*Work task:* Provide the count of lines below that include the word "above", without any accompanying remarks.

Collected data
------------------------------------------------
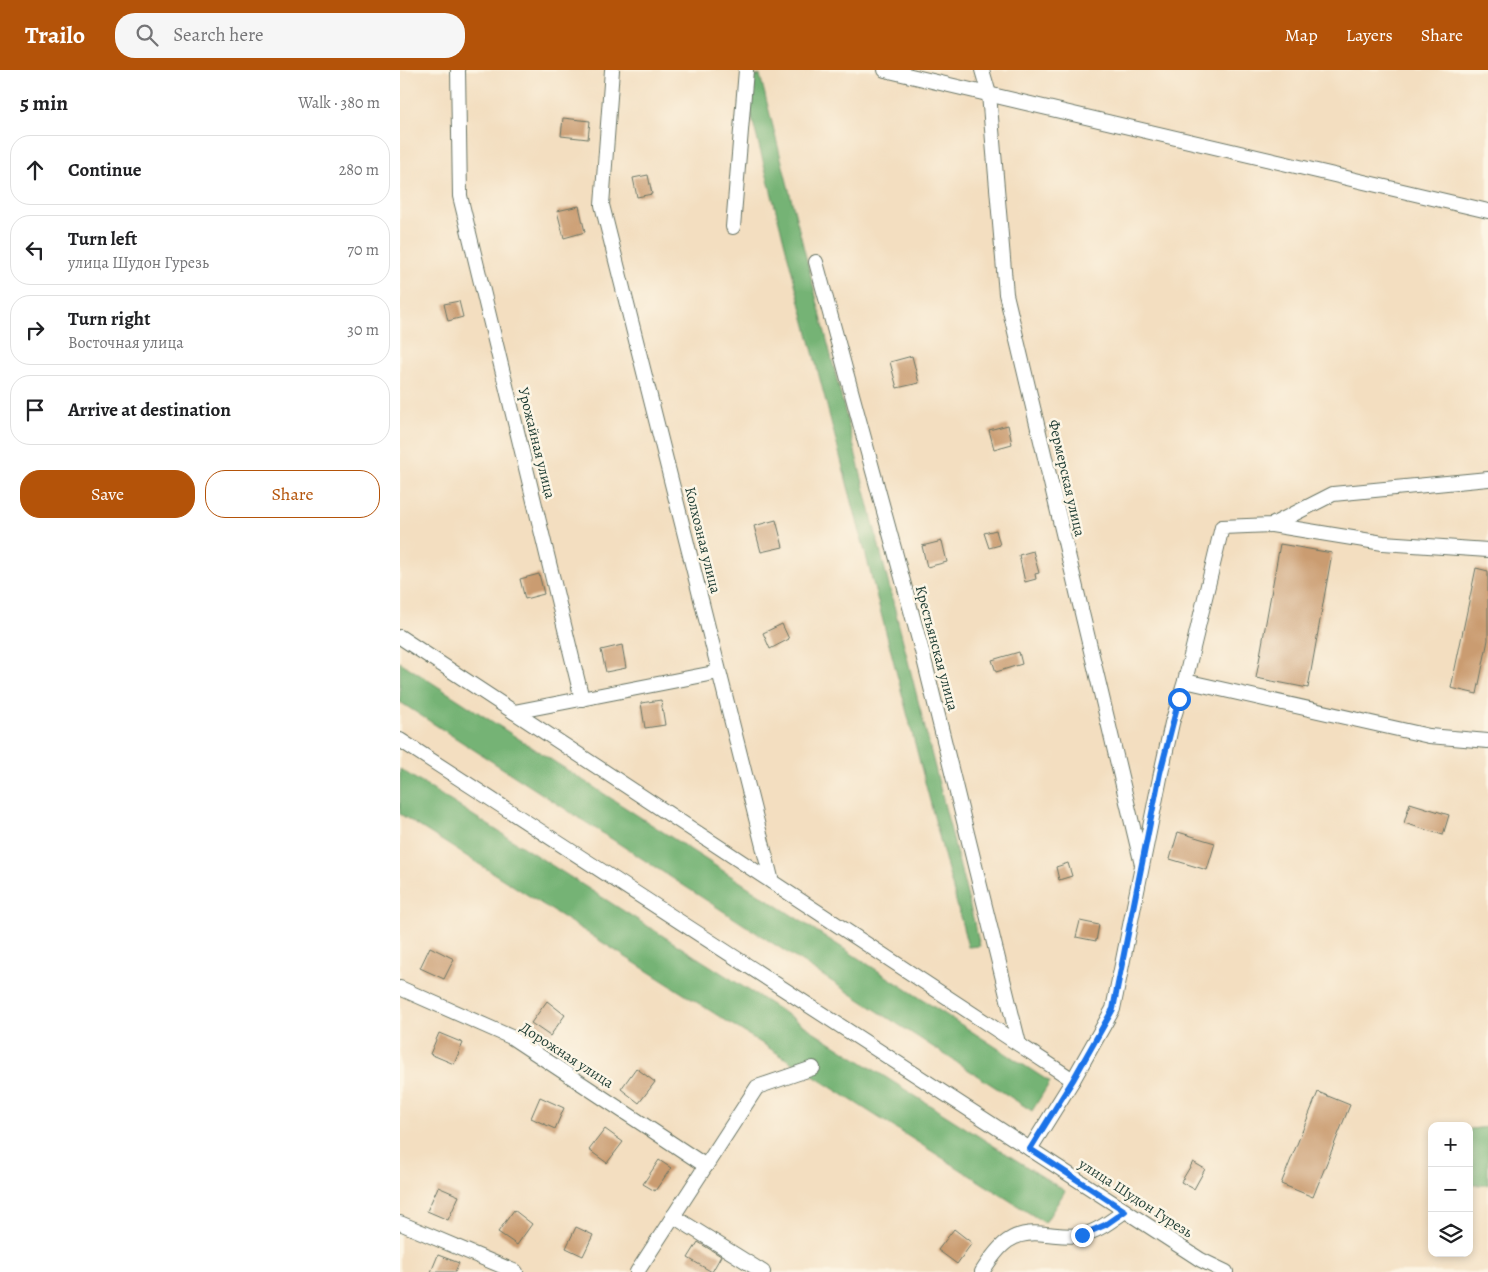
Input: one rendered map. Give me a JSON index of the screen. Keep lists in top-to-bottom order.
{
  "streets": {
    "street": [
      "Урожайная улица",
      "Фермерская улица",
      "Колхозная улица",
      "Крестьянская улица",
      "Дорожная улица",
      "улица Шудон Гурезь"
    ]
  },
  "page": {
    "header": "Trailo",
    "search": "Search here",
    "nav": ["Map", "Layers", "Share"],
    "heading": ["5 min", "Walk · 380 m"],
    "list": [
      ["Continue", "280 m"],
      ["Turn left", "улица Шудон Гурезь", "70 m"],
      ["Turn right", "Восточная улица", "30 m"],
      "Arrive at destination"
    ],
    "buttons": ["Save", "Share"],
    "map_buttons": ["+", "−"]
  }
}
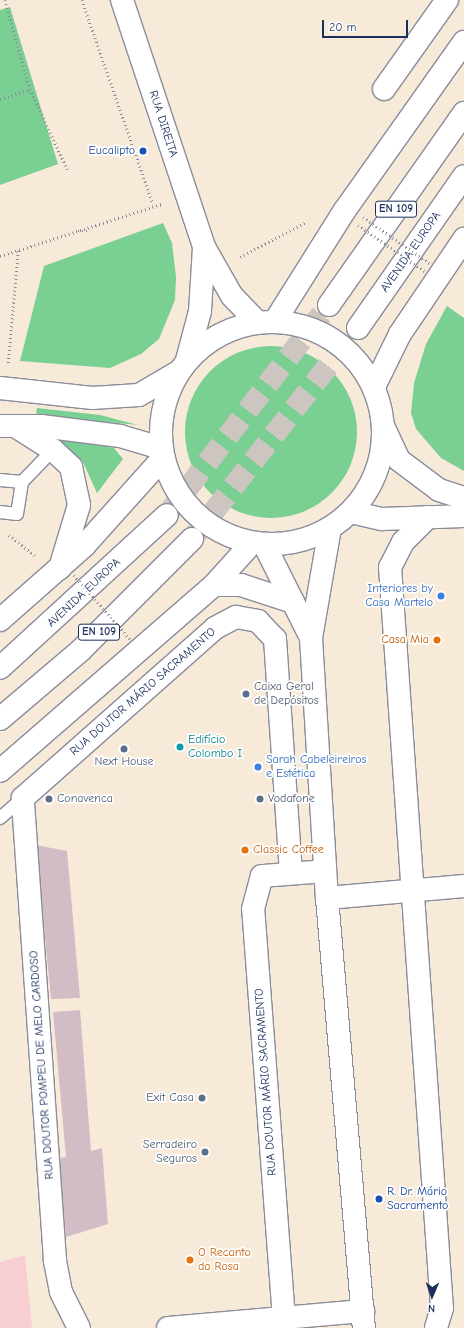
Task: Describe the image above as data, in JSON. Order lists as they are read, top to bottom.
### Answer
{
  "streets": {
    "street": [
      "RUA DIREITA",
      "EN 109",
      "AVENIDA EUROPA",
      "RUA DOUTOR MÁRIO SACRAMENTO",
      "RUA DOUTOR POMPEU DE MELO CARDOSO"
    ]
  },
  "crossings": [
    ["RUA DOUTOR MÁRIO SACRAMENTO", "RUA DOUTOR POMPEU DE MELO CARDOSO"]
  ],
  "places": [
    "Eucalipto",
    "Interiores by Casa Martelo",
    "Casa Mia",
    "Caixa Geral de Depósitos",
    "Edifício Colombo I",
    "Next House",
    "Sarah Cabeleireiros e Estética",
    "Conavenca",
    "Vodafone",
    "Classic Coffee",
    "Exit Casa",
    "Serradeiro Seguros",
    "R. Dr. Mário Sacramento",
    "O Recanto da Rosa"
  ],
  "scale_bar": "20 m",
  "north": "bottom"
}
------------------------------------------------
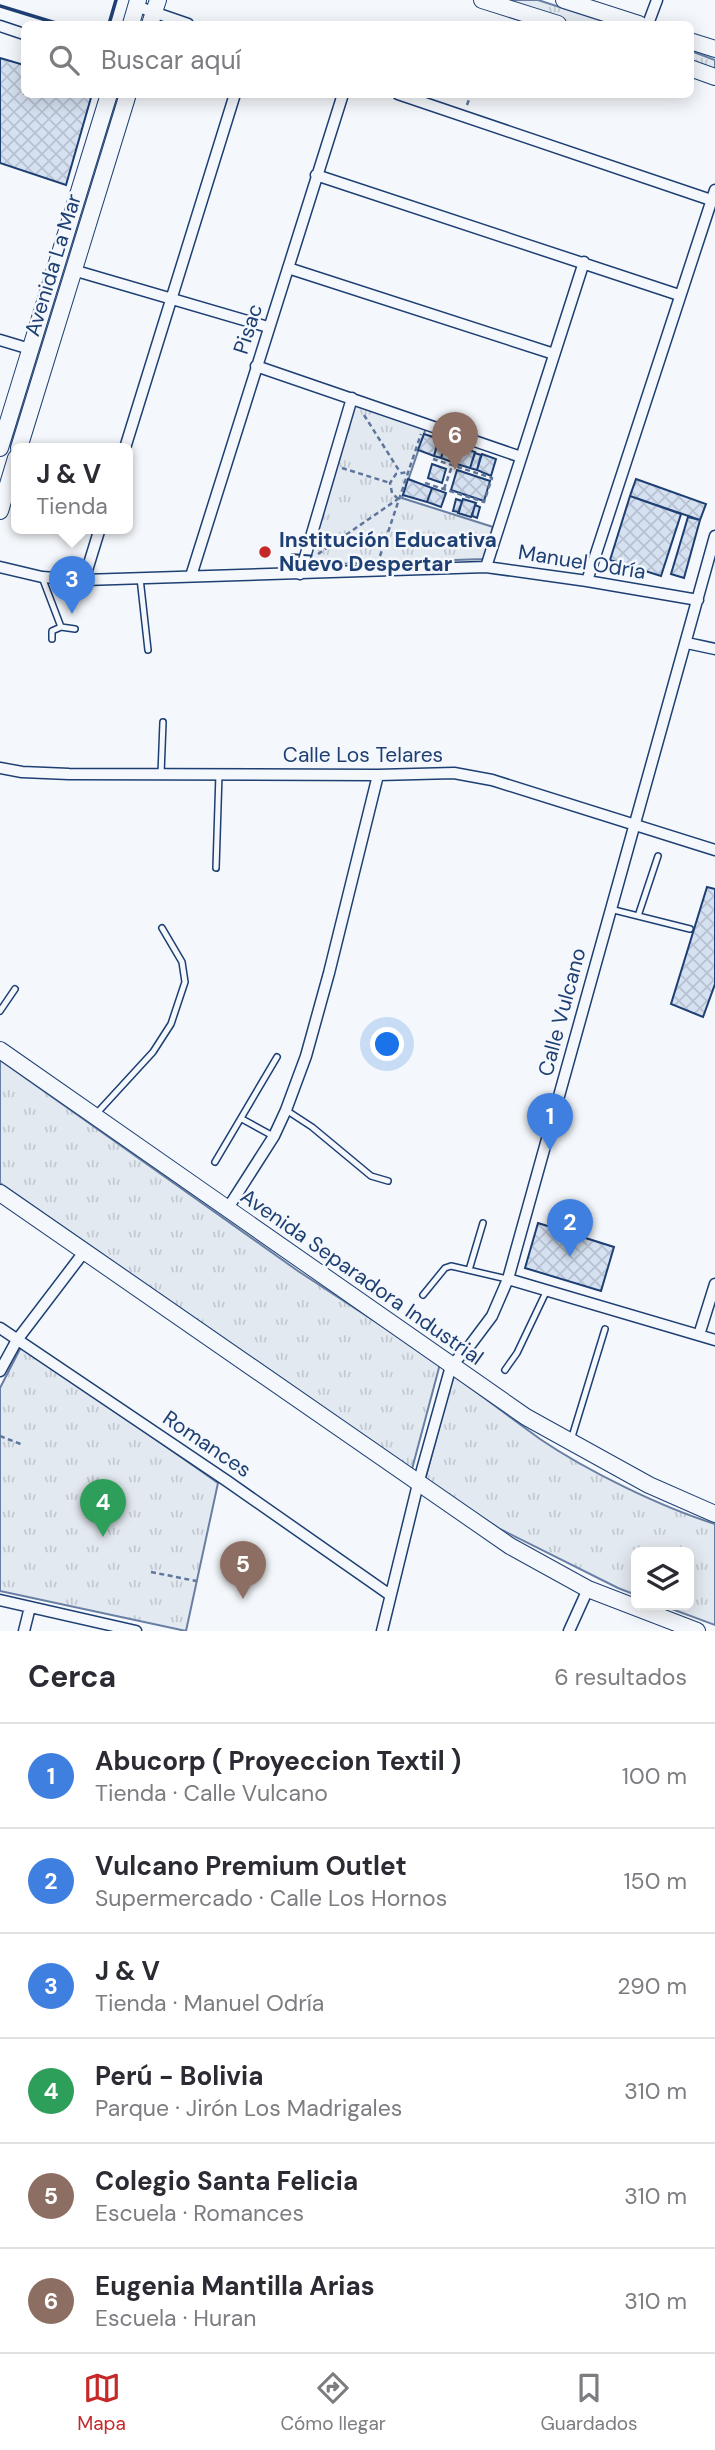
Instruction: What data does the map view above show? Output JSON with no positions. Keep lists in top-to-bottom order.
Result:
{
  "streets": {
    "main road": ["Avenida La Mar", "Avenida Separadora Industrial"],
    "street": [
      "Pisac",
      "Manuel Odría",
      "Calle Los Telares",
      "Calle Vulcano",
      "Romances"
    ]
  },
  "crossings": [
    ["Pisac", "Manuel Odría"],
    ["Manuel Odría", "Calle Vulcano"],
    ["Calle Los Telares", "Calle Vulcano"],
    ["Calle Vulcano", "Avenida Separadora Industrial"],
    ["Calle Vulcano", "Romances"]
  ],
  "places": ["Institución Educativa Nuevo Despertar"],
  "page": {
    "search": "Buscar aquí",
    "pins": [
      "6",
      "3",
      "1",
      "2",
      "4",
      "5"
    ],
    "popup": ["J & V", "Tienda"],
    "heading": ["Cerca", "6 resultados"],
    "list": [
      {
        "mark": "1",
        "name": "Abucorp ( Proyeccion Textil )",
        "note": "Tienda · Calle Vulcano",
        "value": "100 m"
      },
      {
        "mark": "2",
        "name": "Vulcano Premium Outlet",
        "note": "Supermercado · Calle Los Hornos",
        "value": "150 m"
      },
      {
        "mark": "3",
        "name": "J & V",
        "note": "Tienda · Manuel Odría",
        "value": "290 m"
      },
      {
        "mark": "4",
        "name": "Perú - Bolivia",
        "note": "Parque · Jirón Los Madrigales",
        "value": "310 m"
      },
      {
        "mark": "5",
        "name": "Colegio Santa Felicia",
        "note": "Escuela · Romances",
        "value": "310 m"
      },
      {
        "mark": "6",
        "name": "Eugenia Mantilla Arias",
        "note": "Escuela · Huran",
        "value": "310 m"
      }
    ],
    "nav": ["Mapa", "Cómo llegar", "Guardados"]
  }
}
------------------------------------------------
*Solution to the exercise:* 2